Task goal:
Copy exactly. Begin with the line that contains "Instruction: Build a" and stop after the last line of the records.

Saved data entries:
☆ ☆ ☆ ☆
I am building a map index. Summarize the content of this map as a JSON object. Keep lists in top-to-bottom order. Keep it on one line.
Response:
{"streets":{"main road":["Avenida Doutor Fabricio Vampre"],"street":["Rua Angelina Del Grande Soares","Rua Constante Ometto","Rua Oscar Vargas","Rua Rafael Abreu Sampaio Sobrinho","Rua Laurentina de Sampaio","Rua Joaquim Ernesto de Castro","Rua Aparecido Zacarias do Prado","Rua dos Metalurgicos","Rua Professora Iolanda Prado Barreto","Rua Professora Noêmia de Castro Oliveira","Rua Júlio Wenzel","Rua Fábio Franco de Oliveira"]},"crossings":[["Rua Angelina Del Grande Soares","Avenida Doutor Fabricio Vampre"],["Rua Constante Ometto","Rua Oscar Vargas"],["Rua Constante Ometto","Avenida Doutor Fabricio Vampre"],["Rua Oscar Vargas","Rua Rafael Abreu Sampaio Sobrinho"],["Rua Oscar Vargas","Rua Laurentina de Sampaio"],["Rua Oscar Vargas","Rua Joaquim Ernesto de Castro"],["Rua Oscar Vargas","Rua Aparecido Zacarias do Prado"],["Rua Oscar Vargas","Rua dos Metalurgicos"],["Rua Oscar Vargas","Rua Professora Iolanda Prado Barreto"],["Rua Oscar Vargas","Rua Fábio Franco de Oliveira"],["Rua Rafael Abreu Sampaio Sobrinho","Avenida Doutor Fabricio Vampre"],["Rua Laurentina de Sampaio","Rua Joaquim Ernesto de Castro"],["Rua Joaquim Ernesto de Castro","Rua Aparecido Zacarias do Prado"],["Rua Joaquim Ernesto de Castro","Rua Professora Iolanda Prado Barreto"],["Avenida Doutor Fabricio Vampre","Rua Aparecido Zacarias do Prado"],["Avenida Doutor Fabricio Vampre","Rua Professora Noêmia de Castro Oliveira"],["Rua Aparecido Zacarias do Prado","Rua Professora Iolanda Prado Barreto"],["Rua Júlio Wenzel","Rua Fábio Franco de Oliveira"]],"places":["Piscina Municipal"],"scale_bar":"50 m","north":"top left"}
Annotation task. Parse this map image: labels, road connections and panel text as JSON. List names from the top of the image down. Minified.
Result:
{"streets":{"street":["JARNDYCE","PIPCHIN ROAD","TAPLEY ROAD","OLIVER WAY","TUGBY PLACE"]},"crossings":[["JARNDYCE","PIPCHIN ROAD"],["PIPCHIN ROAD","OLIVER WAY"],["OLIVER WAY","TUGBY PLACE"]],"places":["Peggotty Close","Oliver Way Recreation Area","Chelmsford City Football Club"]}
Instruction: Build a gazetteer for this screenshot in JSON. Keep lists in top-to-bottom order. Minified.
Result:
☆ ☆ ☆ ☆
Answer to this problem:
Instruction: Build a gazetteer for this screenshot in JSON. Keep lists in top-to-bottom order. Minified.
Result:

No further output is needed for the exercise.